Ludwig pouts at the door as Gilbert readies his horse. "Why can't I come Brother?" he asks in that high-pitched voice of his. "I can help you!"
"You can help me," the Prussian replies slightly out of breath, coming back to the door, "by being the man of the house while I'm gone. We have our womenfolk to protect." Gilbert kisses his mistress, then her sister's cheek, then the mother's, before ruffling his young brother's hair. "There are only two things in life more important than women, Lutz, don't forget that."
"Oh?" his mistress teases. "What are they then?"
"God," Gilbert pronounces, "and family." His hand falls from the small German's shoulder, and with that the Prussian nation sets out for Vienna.
He must have fallen asleep at his desk, waking with a crick in his neck and someone moving his arm. Blinking a few times Gilbert realizes that the eleven-year-old he knew must be the German Confederation was attempting to put the Prussian arm around his small German shoulders.
"Lutz, what are you doing?"
"Carrying you to bed," the boy says forcefully and so Gilbert plays along, stumbling as far as the couch in his study before collapsing on it. The boy standing beside him watches for a while before asking, "Are you ill?"
"No," the older brother replies. "No, I don't think so, just tired is all. Are you ill? The Confederation, you know, is falling apart."
Ludwig shrugs. "I've always felt ill, you know that Brother."
Gilbert reaches out to stroke one of the boy's cheeks, smiling weakly. "I will not let you die, Lutz. I will you make you an empire even stronger and mightier than me."
"Really?" Gilbert nods. "But– but if I become stronger than you, what will happen to Prussia?"
"We'll figure it out, Lutz," the older brother reassures him. "I'm finally doing something worthy for this world and no one's gonna stop us. So let me worry about the details, and you just keep growing and making me proud, got it?"
"Yes Brother."
The fourteen-year-old in his smart suit with slicked back hair fidgets. "What's wrong?" Gilbert asks without looking down.
"I've never met anyone else like us," Ludwig says depressingly. "What if they hate me?"
"So what if they hate you, that's their problem."
"What if they attack me?"
"I'll defend you if they attack you, which they won't."
"What if they decide they don't want there to be a German Empire and it's all my fault?"
"They won't, Lutz, you're just panicking now."
"What if they decide they want to marry me?" At that Gilbert looks down, eyebrows drawn together, and laughs at the expression of disgust on his brother's face.
"Don't worry Lutz, I'm sure they're all sick of getting married, especially since most of them suffered through unions with Roderich."
"Were you ever in a union?" Ludwig asks, looking up. "Did you ever get married?"
"I almost did," Gilbert replies quietly, "once."

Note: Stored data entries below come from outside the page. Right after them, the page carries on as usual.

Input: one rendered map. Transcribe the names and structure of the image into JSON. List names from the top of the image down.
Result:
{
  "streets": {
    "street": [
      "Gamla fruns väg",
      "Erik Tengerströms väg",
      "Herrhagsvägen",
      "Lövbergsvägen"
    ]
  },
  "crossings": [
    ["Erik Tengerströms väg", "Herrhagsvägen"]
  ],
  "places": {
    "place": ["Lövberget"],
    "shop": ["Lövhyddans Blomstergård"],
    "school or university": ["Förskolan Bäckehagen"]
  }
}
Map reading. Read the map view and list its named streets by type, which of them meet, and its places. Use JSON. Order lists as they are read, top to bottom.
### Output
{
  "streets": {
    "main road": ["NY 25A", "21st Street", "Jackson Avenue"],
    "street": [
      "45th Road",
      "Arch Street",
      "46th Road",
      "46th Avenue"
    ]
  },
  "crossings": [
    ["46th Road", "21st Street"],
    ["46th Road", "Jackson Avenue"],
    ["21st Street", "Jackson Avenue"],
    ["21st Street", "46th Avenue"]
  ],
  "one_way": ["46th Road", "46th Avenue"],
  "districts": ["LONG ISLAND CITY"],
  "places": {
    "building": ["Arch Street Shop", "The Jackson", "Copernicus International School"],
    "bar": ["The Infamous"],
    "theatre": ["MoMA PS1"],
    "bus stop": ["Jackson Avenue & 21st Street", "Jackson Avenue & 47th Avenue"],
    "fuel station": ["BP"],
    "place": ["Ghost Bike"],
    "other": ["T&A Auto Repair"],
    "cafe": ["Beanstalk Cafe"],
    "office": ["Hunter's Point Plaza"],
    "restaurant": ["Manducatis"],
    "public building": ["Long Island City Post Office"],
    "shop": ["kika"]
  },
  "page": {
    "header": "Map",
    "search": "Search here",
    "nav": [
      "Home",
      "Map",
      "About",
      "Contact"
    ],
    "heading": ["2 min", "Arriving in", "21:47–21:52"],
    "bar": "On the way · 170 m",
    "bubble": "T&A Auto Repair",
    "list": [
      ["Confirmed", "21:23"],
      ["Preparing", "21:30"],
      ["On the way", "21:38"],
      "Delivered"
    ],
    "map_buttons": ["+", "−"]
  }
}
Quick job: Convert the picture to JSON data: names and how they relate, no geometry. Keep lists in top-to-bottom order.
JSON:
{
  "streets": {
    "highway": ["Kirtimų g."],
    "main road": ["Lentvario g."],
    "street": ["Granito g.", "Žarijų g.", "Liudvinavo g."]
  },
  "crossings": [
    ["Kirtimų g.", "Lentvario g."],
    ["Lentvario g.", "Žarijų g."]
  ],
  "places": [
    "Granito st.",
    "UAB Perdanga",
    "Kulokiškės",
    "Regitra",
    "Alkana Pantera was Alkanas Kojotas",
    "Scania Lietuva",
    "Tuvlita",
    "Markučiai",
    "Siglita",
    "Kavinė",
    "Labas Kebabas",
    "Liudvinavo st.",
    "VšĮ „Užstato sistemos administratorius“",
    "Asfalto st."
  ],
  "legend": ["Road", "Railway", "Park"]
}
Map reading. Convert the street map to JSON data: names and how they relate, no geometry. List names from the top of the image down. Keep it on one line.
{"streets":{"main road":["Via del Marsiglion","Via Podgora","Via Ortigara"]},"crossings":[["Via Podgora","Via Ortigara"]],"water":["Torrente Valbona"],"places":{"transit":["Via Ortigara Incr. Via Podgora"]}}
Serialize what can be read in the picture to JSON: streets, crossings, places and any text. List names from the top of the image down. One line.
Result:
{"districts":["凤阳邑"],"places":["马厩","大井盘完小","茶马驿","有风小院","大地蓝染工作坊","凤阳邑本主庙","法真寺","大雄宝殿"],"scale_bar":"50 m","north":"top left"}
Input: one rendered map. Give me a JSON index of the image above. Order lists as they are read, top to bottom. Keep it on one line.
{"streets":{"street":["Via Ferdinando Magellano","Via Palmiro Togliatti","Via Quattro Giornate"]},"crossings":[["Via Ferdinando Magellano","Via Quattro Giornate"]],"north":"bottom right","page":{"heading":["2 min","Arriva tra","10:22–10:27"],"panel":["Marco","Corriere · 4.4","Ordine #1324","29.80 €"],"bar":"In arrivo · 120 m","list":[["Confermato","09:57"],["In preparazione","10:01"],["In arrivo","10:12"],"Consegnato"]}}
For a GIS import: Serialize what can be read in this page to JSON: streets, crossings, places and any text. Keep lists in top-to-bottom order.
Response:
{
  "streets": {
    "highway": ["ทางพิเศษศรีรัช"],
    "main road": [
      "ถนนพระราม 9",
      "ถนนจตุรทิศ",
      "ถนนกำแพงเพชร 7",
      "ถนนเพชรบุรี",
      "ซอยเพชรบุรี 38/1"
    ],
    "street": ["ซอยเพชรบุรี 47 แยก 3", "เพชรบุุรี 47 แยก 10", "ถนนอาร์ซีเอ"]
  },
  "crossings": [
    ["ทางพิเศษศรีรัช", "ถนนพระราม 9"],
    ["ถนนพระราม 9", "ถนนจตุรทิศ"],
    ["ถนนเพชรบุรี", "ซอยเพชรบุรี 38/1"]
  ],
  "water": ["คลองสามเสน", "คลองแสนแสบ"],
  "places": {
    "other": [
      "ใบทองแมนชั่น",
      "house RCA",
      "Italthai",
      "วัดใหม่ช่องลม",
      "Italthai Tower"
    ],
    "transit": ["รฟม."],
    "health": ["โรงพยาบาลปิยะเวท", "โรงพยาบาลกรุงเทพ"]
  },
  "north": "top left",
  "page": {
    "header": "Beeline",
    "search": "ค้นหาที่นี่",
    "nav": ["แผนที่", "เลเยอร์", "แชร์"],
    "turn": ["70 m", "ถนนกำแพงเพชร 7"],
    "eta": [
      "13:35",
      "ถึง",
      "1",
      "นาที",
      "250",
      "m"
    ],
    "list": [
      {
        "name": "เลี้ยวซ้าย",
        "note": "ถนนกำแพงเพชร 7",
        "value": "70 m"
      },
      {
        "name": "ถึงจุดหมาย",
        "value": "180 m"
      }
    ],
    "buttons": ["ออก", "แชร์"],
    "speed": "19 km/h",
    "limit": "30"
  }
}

"What happened?" The Prussian smiles best he can as the doors are opened to allow them entry.
"She married someone else."
For Ludwig's fifteenth birthday they go out into the Czech countryside, stuck in Austria for the week with the ever-sufferable Roderich; at least his cousin's companions were quite pretty. Before Gilbert even realizes it, his mind on one particular Hungarian beauty, he's unconsciously taken his brother to the battleground where he'd found him over half a century earlier.
"What is this place?" Ludwig asks quietly, riding his white horse ahead. "I feel a connection to it; how is that possible?"
And with that Gilbert decides that it's time to be honest: about finding Ludwig, about not telling anyone, about the politics he shielded him from, about all the brothers before him that the Prussian had had to watch die. Now his own nation, Ludwig was a man and Gilbert knew he had to treat him as such. Ludwig was the greatest thing Gilbert had ever done with his life and for a Prussian who believed each life had a sacred duty, Ludwig was it.
"Brother?" The German is looking away from him and for just a moment Gilbert recognizes the little boy he found, laying face-down in the dirt. A boy who was once weak, but that he had made strong.
"Let me tell you," the Prussian starts in a strong voice, "a story, of how three emperors helped give way to my brother, the empire."